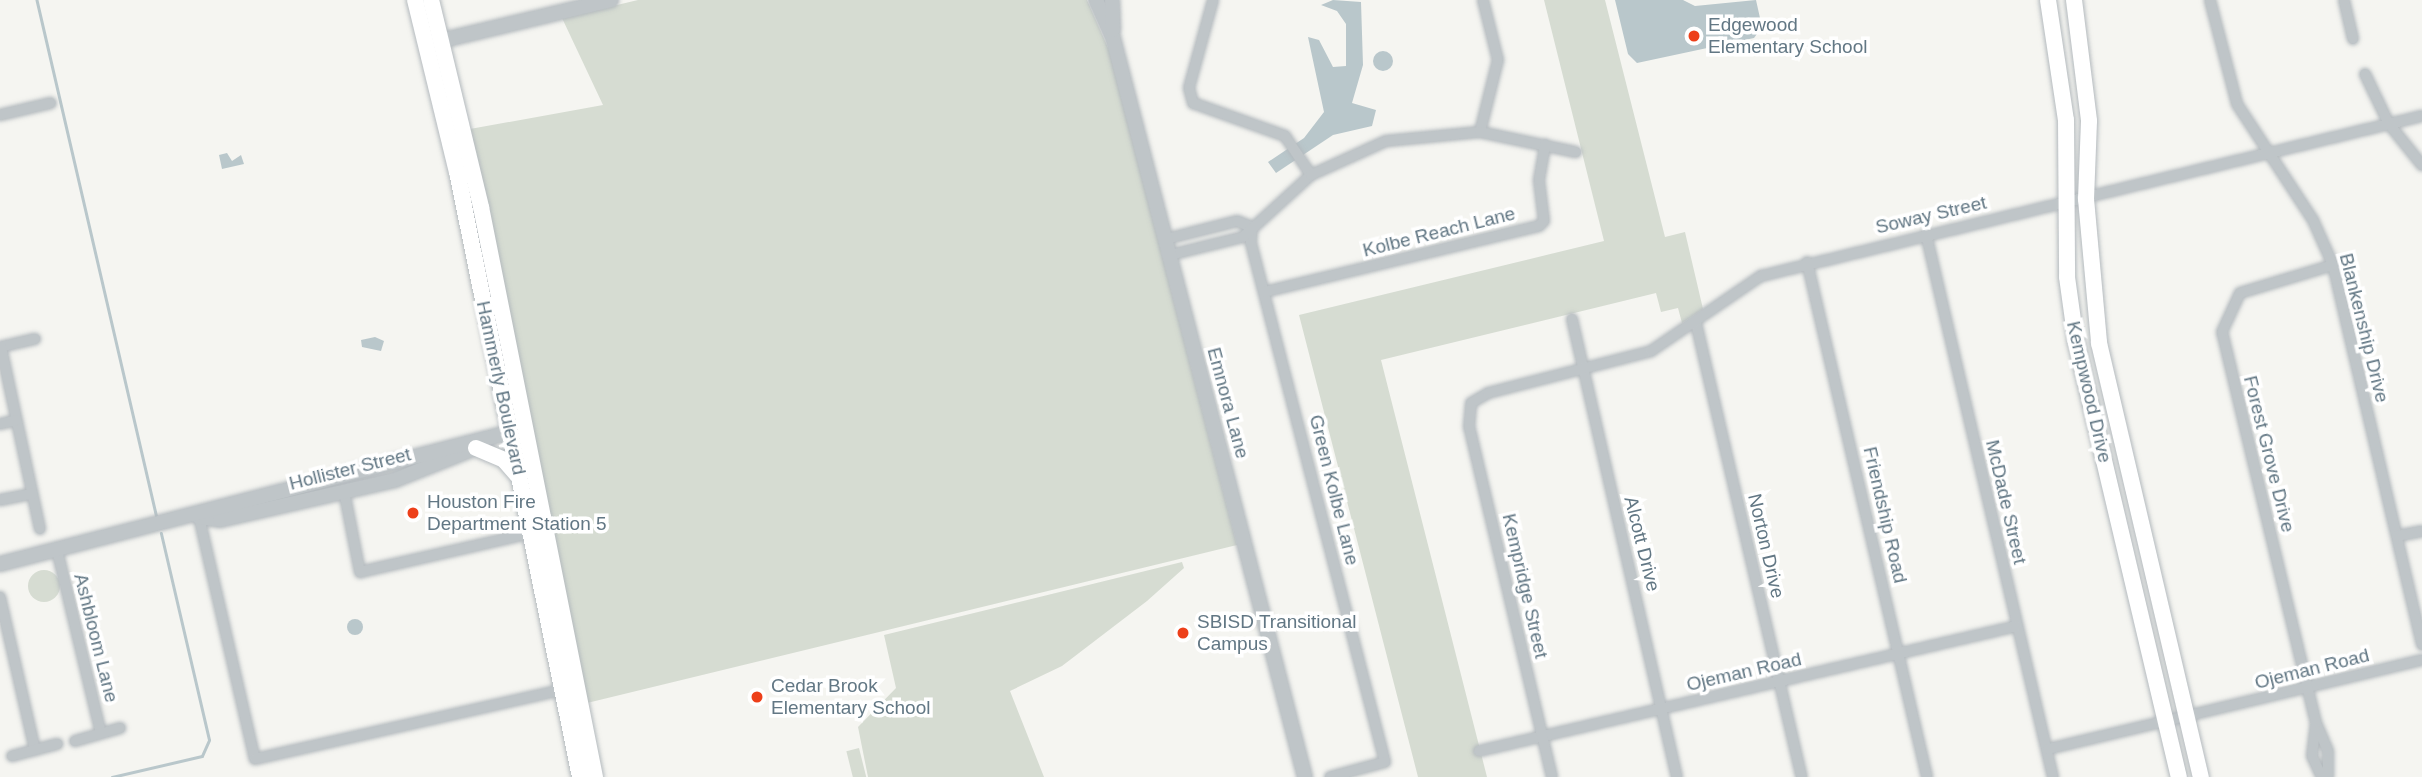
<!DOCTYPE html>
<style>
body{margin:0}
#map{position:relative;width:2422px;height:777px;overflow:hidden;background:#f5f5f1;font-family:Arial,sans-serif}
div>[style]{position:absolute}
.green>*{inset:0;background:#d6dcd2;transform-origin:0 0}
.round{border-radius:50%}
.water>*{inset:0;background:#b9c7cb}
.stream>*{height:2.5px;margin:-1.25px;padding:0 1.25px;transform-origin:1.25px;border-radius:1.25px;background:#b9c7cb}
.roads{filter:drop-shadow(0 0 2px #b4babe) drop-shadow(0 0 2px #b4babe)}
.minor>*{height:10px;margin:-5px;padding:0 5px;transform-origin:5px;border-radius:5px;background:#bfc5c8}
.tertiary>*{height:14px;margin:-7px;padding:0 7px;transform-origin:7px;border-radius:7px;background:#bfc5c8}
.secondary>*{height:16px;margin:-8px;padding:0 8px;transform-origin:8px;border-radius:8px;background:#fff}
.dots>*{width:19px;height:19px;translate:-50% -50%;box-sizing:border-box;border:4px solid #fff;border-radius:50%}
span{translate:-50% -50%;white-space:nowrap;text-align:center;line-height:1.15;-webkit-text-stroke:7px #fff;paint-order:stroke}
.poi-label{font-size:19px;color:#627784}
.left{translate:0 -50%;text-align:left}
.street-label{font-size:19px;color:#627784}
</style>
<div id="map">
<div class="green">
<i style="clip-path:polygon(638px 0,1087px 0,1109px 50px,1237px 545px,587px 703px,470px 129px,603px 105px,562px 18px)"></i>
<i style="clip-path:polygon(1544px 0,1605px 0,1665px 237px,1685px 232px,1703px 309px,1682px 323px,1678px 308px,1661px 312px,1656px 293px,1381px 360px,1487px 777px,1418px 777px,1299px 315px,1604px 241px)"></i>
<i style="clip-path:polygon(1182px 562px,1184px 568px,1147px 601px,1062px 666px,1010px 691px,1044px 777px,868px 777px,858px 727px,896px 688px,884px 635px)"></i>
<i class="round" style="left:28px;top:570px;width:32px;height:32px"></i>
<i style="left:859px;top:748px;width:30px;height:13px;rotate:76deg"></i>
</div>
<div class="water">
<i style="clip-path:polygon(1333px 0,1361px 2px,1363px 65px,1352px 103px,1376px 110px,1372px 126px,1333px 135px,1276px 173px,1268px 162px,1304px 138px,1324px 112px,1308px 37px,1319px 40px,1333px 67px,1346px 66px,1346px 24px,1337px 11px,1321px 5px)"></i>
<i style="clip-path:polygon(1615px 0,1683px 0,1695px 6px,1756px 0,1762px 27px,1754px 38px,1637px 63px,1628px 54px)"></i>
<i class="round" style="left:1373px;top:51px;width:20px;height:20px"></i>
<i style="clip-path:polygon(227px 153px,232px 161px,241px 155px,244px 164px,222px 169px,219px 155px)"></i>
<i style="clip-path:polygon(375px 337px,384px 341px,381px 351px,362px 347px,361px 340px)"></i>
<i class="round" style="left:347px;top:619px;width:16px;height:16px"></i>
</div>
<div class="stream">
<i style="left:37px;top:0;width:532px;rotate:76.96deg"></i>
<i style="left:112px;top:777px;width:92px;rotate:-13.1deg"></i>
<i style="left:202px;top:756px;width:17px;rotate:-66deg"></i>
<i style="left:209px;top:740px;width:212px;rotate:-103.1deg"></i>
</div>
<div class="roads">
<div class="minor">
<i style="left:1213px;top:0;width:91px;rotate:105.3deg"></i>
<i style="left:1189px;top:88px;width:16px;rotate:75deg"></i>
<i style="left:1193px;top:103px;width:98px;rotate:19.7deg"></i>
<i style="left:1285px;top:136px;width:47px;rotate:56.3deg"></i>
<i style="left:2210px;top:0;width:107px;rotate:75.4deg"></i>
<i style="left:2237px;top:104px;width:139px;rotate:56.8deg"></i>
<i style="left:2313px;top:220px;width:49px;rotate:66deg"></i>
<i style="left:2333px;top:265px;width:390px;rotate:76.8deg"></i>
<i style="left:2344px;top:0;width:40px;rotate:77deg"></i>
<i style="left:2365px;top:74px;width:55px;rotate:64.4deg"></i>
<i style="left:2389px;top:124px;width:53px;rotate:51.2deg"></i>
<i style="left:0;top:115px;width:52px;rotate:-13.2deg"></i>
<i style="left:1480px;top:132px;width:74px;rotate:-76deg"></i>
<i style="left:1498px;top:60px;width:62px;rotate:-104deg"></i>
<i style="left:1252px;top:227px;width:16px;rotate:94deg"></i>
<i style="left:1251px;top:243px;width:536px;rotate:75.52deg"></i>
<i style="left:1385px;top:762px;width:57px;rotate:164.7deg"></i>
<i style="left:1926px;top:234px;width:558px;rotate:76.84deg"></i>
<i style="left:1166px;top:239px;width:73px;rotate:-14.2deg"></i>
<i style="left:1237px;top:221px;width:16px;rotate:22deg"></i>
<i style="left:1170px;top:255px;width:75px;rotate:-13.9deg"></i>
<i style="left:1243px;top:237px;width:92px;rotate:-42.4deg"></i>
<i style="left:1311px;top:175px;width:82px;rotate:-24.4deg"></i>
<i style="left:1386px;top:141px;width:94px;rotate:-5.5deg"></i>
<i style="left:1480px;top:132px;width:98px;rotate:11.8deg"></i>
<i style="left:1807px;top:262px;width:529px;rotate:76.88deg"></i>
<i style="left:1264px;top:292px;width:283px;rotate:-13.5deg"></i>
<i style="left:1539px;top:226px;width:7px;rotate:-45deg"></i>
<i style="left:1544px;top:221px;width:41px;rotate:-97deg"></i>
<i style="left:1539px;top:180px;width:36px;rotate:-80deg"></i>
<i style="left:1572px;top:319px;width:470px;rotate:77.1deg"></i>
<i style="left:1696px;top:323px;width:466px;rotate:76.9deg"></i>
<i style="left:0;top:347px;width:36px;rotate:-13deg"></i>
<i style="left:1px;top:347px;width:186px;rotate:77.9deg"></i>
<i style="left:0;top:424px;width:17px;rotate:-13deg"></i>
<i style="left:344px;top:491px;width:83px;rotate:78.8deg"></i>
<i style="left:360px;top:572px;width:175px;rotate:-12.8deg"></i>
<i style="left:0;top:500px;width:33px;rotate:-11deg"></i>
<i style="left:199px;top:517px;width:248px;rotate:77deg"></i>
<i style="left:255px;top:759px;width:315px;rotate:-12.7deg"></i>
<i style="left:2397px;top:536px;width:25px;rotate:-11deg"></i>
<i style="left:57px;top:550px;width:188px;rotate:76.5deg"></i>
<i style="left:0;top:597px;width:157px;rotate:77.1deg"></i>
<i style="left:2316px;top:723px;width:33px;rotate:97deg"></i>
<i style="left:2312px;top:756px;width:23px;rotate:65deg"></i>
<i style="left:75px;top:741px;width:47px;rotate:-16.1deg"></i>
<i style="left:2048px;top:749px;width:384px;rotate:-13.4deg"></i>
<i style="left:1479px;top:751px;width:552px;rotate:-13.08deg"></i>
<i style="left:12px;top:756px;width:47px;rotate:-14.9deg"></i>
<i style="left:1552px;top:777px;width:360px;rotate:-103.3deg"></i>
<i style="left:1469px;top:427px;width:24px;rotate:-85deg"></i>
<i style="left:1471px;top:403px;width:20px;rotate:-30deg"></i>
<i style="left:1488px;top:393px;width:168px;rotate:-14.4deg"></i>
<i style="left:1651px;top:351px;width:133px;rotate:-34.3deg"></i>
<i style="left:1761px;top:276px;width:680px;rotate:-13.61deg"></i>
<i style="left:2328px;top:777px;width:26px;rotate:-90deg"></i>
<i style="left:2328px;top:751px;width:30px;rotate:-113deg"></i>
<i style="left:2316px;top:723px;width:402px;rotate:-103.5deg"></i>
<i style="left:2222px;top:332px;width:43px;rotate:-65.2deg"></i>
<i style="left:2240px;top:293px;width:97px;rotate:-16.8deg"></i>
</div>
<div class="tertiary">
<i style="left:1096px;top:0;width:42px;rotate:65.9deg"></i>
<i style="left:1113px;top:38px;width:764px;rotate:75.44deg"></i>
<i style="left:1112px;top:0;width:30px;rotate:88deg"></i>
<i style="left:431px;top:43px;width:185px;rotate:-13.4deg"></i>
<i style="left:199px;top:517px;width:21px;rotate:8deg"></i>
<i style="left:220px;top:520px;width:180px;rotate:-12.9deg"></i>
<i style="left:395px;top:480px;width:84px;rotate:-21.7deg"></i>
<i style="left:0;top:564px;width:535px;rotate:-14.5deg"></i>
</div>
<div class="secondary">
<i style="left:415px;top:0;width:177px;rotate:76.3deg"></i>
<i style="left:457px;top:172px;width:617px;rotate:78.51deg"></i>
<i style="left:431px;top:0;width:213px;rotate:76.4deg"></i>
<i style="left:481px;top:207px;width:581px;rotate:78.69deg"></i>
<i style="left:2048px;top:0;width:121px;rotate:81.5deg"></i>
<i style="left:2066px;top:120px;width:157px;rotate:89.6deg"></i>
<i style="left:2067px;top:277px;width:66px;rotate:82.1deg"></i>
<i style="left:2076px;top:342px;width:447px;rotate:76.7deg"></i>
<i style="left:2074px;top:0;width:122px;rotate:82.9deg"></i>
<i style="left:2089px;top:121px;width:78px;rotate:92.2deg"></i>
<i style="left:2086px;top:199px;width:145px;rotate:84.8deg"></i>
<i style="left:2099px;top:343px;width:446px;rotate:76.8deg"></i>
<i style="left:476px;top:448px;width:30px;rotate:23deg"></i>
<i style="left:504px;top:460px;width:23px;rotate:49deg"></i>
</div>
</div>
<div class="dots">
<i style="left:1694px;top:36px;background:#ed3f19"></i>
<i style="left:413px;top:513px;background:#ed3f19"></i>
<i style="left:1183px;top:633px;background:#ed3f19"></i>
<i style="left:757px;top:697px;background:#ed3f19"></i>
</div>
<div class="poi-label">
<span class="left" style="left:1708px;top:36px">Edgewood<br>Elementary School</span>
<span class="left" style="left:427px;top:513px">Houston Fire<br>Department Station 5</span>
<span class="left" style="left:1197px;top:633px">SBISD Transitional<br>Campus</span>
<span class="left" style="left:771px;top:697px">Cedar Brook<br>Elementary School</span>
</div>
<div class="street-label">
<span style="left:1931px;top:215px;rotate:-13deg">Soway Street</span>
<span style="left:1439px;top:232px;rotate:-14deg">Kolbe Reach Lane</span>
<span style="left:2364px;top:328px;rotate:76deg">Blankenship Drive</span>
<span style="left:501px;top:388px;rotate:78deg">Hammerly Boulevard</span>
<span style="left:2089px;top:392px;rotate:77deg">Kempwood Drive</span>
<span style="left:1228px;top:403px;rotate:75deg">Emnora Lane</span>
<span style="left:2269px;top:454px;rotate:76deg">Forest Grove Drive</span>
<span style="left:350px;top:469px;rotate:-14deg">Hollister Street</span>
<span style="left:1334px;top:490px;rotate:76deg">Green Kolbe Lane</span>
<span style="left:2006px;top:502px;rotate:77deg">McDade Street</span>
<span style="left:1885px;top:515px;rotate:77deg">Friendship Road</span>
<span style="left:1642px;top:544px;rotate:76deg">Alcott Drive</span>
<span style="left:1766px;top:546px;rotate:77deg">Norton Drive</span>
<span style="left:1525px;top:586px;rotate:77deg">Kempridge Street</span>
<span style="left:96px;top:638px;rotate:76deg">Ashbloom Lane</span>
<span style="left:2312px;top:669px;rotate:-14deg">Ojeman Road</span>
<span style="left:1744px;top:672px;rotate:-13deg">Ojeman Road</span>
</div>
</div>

==

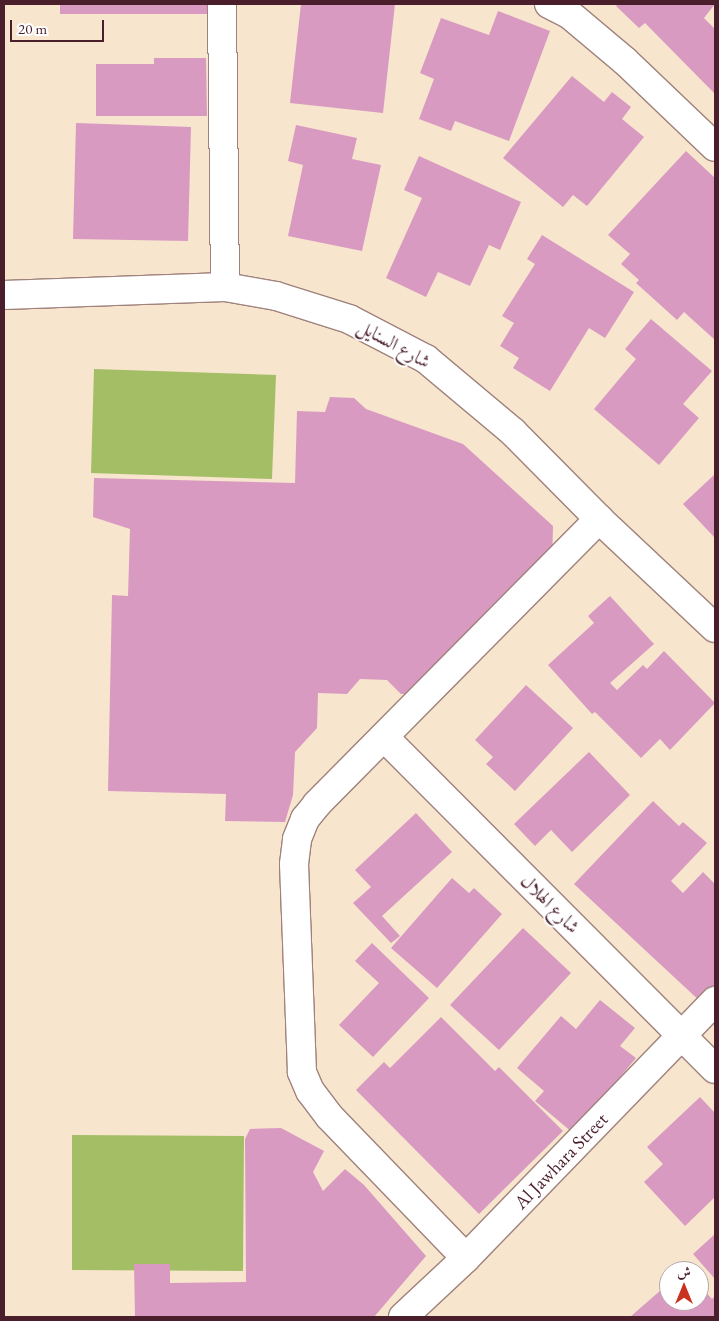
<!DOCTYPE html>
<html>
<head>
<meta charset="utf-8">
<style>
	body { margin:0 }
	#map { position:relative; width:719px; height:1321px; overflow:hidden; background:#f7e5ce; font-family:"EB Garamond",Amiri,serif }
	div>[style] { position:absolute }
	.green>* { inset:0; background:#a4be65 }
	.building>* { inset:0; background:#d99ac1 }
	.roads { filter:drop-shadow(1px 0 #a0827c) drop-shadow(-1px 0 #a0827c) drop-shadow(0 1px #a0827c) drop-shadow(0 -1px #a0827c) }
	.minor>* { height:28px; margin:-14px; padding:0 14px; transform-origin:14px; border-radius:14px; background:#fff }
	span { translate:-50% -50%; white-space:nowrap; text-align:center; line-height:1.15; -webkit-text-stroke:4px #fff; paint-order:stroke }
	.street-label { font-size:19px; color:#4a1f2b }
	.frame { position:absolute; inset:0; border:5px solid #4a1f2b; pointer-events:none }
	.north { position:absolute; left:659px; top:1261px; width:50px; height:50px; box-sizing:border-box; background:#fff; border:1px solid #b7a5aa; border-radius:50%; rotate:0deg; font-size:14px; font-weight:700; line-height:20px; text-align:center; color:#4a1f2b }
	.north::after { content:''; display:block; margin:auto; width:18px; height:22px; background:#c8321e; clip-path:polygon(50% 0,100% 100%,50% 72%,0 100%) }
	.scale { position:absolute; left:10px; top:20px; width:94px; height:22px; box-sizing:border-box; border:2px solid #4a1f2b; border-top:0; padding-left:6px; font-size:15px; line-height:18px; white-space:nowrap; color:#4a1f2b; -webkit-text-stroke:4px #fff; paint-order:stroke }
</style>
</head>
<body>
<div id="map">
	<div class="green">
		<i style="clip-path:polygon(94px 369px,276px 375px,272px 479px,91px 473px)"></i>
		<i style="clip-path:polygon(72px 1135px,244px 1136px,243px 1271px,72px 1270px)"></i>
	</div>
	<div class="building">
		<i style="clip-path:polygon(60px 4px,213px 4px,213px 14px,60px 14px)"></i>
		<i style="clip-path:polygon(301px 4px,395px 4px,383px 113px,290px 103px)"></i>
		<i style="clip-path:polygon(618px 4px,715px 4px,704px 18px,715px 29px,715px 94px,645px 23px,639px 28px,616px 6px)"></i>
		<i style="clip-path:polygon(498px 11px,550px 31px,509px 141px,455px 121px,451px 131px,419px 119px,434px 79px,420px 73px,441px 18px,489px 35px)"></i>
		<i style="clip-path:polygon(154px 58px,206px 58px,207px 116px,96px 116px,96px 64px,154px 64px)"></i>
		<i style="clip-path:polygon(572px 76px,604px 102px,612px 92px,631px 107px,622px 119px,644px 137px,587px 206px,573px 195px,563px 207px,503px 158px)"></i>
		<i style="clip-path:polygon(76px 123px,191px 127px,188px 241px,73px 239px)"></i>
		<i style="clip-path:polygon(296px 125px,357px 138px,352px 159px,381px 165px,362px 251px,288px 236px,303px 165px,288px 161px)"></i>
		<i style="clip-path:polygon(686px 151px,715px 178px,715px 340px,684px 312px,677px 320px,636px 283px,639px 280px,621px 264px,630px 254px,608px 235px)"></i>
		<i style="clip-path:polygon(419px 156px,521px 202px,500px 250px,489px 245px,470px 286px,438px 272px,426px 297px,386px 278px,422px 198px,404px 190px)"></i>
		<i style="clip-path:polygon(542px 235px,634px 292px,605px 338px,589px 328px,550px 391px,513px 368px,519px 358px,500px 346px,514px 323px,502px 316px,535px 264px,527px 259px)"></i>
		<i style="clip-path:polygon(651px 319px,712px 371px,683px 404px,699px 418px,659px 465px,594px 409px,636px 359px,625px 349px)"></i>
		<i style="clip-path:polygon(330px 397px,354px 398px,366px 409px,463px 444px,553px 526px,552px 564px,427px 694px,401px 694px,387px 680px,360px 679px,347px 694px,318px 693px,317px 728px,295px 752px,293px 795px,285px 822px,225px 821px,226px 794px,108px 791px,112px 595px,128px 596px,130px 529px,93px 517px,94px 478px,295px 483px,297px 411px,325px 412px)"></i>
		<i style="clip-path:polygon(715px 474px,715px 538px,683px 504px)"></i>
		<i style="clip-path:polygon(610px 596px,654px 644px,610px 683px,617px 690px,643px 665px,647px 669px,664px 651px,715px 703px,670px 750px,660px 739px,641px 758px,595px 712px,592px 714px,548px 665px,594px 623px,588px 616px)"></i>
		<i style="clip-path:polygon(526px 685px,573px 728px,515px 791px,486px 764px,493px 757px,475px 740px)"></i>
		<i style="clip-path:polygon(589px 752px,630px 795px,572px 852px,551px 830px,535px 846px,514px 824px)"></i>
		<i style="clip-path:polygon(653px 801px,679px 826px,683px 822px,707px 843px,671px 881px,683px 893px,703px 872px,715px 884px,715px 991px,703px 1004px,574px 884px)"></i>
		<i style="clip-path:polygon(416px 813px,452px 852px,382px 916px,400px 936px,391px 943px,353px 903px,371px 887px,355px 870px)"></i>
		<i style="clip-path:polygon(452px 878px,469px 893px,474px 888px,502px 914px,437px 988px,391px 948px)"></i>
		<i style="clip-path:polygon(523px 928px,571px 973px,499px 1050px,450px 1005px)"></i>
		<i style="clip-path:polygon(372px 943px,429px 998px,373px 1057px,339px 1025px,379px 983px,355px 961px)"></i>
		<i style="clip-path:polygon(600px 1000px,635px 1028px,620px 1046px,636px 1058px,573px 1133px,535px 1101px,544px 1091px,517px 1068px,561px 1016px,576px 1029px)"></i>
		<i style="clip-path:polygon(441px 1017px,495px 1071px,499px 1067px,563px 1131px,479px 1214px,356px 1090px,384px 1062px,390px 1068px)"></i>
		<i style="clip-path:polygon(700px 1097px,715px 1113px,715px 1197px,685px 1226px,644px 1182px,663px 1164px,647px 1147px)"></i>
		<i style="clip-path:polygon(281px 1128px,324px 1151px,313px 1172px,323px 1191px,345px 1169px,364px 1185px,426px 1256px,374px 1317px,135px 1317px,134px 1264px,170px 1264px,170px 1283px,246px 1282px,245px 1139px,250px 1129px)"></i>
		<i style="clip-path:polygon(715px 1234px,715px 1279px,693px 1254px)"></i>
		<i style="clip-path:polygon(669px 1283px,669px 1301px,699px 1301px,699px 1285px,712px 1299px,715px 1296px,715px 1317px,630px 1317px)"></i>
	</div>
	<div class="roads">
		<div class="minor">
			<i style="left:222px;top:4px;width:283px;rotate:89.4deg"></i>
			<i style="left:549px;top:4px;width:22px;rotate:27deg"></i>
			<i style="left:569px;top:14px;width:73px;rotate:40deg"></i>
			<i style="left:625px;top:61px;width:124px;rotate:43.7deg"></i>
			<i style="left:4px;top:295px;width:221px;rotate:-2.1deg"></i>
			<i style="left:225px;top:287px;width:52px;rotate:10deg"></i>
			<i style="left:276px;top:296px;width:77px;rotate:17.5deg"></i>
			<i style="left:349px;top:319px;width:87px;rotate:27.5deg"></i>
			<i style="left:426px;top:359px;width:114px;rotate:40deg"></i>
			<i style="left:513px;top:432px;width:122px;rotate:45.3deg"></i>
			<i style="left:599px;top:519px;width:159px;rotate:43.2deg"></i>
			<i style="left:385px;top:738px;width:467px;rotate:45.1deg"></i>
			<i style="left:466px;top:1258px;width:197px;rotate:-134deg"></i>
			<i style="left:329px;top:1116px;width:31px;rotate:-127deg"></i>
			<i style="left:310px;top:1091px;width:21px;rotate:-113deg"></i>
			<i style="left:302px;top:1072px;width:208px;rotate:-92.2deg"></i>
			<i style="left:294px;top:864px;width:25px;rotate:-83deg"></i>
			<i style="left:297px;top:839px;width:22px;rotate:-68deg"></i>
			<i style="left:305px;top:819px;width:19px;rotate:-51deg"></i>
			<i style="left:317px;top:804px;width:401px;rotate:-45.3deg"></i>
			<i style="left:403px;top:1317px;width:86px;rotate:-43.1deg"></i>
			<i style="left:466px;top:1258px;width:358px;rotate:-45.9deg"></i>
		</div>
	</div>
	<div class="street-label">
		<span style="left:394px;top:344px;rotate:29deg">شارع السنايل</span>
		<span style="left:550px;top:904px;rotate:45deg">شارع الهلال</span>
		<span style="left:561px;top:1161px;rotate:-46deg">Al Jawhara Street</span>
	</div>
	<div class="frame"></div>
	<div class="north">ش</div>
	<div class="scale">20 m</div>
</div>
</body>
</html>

Exercise directions:
Your answer should be a single number: the count of lines in the records that contain "body".

Answer below:
4